_COLLECTED MATERIAL:_

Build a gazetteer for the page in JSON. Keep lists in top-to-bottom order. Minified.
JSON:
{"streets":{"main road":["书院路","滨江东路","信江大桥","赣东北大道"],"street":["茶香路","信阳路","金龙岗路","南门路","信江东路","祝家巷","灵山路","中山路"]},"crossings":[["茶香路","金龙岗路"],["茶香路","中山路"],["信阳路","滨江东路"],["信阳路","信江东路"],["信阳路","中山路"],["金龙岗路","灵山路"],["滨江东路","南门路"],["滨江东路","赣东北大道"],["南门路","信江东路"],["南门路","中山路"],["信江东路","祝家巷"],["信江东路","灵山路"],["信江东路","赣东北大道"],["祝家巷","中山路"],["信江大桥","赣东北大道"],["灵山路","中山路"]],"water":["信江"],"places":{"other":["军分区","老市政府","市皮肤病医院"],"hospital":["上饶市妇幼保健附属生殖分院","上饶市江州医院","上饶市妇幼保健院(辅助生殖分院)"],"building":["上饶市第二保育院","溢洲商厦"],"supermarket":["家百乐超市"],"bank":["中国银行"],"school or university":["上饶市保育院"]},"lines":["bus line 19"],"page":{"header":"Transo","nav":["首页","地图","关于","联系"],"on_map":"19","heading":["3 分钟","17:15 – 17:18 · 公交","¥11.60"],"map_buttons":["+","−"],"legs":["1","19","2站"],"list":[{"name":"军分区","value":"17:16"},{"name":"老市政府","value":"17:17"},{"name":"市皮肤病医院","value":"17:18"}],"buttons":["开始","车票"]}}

_WHAT YOU WILL DO:_ Extract all of the data shown above without alteration.

_ANSWER SPACE:_
Build a gazetteer for the page in JSON. Keep lists in top-to-bottom order. Minified.
JSON:
{"streets":{"main road":["书院路","滨江东路","信江大桥","赣东北大道"],"street":["茶香路","信阳路","金龙岗路","南门路","信江东路","祝家巷","灵山路","中山路"]},"crossings":[["茶香路","金龙岗路"],["茶香路","中山路"],["信阳路","滨江东路"],["信阳路","信江东路"],["信阳路","中山路"],["金龙岗路","灵山路"],["滨江东路","南门路"],["滨江东路","赣东北大道"],["南门路","信江东路"],["南门路","中山路"],["信江东路","祝家巷"],["信江东路","灵山路"],["信江东路","赣东北大道"],["祝家巷","中山路"],["信江大桥","赣东北大道"],["灵山路","中山路"]],"water":["信江"],"places":{"other":["军分区","老市政府","市皮肤病医院"],"hospital":["上饶市妇幼保健附属生殖分院","上饶市江州医院","上饶市妇幼保健院(辅助生殖分院)"],"building":["上饶市第二保育院","溢洲商厦"],"supermarket":["家百乐超市"],"bank":["中国银行"],"school or university":["上饶市保育院"]},"lines":["bus line 19"],"page":{"header":"Transo","nav":["首页","地图","关于","联系"],"on_map":"19","heading":["3 分钟","17:15 – 17:18 · 公交","¥11.60"],"map_buttons":["+","−"],"legs":["1","19","2站"],"list":[{"name":"军分区","value":"17:16"},{"name":"老市政府","value":"17:17"},{"name":"市皮肤病医院","value":"17:18"}],"buttons":["开始","车票"]}}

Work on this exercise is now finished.